This is way too much of an uppgrade (on a hot system) to spend time on psycological variables. Even on more mediocre systems this adds authority & dynamics. Or the other way; the second* worst thing you can do to your system is to power it through a long mutistranded extensioncable.

* The worst thing is to use long, thin & multistrand speakercables. It`s even worse here cause of the low current & low impedance out of amp. 


Please excuse mui poor english


----------



## lcaillo

These are your opinions. IME, they are very likely based upon experiences that are mostly explained by psychological variables. We would be very interested to hear some reasoning and evidence that support some of your claims.


----------



## Moonfly

Im no cable expert, but I'm sure ive read somewhere that multi strand is better because the signal travels on the surface of the cable, and multi strand increases surface area massively. Is this the case or not? What advantages do solid cables offer over stranded etc.


----------



## lcaillo

It is the case, but is not a significant factor for audio frequencies. At RF it is a consideration. It is even less of a matter for a.c. supplies at 50 or 60 cycles. The most likely way in which a power cable can affect sound in a system is by picking up noise. As for the claims of those who hear big differences in sound quality or other effects, I am still waiting for a plausible explanation for how this occurs. I am open minded and willing to test any reasonable hypothesis, but have not seen one yet.


----------



## Moonfly

my own experience echoes yours. perhaps thats why I dont really devote much time to such subjects.


----------



## bambino

I still feel that if one were to hear even the slightest differance the cable would need to be changed all the way from the Recepticle to the Junction box. JMO.:T


----------



## lcaillo

If there was a local problem in the area near the system where some noise was being generated, I could see something being picked up or shielded with just the power cable. Otherwise, I agree, the house wiring is likely just as important (or unimportant) as the cable on the unit.


----------



## recruit

I had a separate 30amp mains spur run in for my power amp and sub, and use higher quality mains cables for there shielding as I have had interference with the out of the box cables, but it is purely because I have so many cables crossing each other that noise was introduced.

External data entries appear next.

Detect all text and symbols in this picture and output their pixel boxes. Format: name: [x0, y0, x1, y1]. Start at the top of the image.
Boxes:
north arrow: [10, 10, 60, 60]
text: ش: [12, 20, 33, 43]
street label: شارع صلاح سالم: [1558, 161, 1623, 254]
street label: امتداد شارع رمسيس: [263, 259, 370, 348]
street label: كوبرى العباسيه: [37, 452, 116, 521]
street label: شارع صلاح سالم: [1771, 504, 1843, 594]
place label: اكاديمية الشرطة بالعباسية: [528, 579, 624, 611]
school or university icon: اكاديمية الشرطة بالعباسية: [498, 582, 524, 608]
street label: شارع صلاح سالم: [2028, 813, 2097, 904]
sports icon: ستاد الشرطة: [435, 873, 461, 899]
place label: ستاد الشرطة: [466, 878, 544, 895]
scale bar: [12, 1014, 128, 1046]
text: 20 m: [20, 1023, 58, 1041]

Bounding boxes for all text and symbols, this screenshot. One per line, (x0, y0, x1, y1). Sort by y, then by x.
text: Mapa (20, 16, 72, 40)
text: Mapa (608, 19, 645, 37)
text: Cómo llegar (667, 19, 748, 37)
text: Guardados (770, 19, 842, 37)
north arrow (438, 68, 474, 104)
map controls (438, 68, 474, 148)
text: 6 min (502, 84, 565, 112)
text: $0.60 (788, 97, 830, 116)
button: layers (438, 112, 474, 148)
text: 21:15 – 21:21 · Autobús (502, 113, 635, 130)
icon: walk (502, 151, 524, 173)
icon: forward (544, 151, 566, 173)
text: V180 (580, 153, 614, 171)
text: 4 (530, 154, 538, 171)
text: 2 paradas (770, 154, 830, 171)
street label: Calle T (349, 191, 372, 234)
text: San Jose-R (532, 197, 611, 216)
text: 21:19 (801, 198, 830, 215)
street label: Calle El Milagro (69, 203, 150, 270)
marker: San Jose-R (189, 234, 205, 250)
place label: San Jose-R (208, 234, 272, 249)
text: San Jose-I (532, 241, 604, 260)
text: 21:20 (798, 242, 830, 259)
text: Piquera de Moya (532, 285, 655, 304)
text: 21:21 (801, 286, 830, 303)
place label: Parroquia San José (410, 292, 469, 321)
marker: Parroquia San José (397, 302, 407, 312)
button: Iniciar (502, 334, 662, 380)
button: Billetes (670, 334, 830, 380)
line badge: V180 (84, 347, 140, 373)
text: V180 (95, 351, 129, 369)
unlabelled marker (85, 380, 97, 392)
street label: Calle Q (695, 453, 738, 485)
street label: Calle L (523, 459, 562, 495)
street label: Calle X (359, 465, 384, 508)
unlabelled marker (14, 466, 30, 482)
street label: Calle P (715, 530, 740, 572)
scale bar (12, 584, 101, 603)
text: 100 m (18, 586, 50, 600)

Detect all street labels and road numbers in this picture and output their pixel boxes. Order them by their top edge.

I also use high quality RCA cables from source > processor > amps and this is where I have noticed improvements in SQ over cheaper cables.


----------



## soundoff

unfairlane said:


> During my years as an audiophile & diy`er I`ve had a few jaw-dropping breakthroughs, including one about powercables. From earlier I knew that everything on the secondary/low current side had to be huge and solid core to make the amp breath like it`s supposed to.
> 
> My powercable-breakthrough began when I visited Electrocompaniet years back and got my hands on their last 25ft of powercable by promising to use it as speakercable. (the 8x17awg sc cable was no longer allowed to be used as pc) Back home I eas using an 25ft extension-cable to a 16A output. Replacing this with the Electrocompaniet 8x17awg sc(3+,3-,2 ground) gave a big lift in dynamics aso. Impressing, but why?
> 
> After dwelling a while over this I decided to try an ordinary (2+1)x12awg sc instead, and another jawdrop! Inspired by this I made up my first 3x12awg sc shielded powercables and the rest is history. The biggest suprise came when I brouht a pair of sc powercables to my friends Jadis-system. The idea was to help his JP-80 monoblocks, but since I also brought my rebuilt poweramp the Jadis-blocks wasn`t used. Instead I attached the sc pc`s to his CD-combo, not expecting too much. But on a system like this, it was like removing the earplugs!! Shocking.
> 
> Due to common "knowlegde" this shouldn`t happen, just ask any "expert". But if you try this out on a powerful system you`ll have to push up your jaw:unbelievable:


If using a shielded power cable made an improvement then your most likely dealing with an EMI issue.


----------



## gsmollin

This is just a perennial thread, long after many useful threads have gone dormant. Even the EMI arguments don't ring true. Six feet of shielded cable are unimportant when there can be a hundred feet of unshielded 14/3 going to the service entrance, then hundreds more to the pole transformer.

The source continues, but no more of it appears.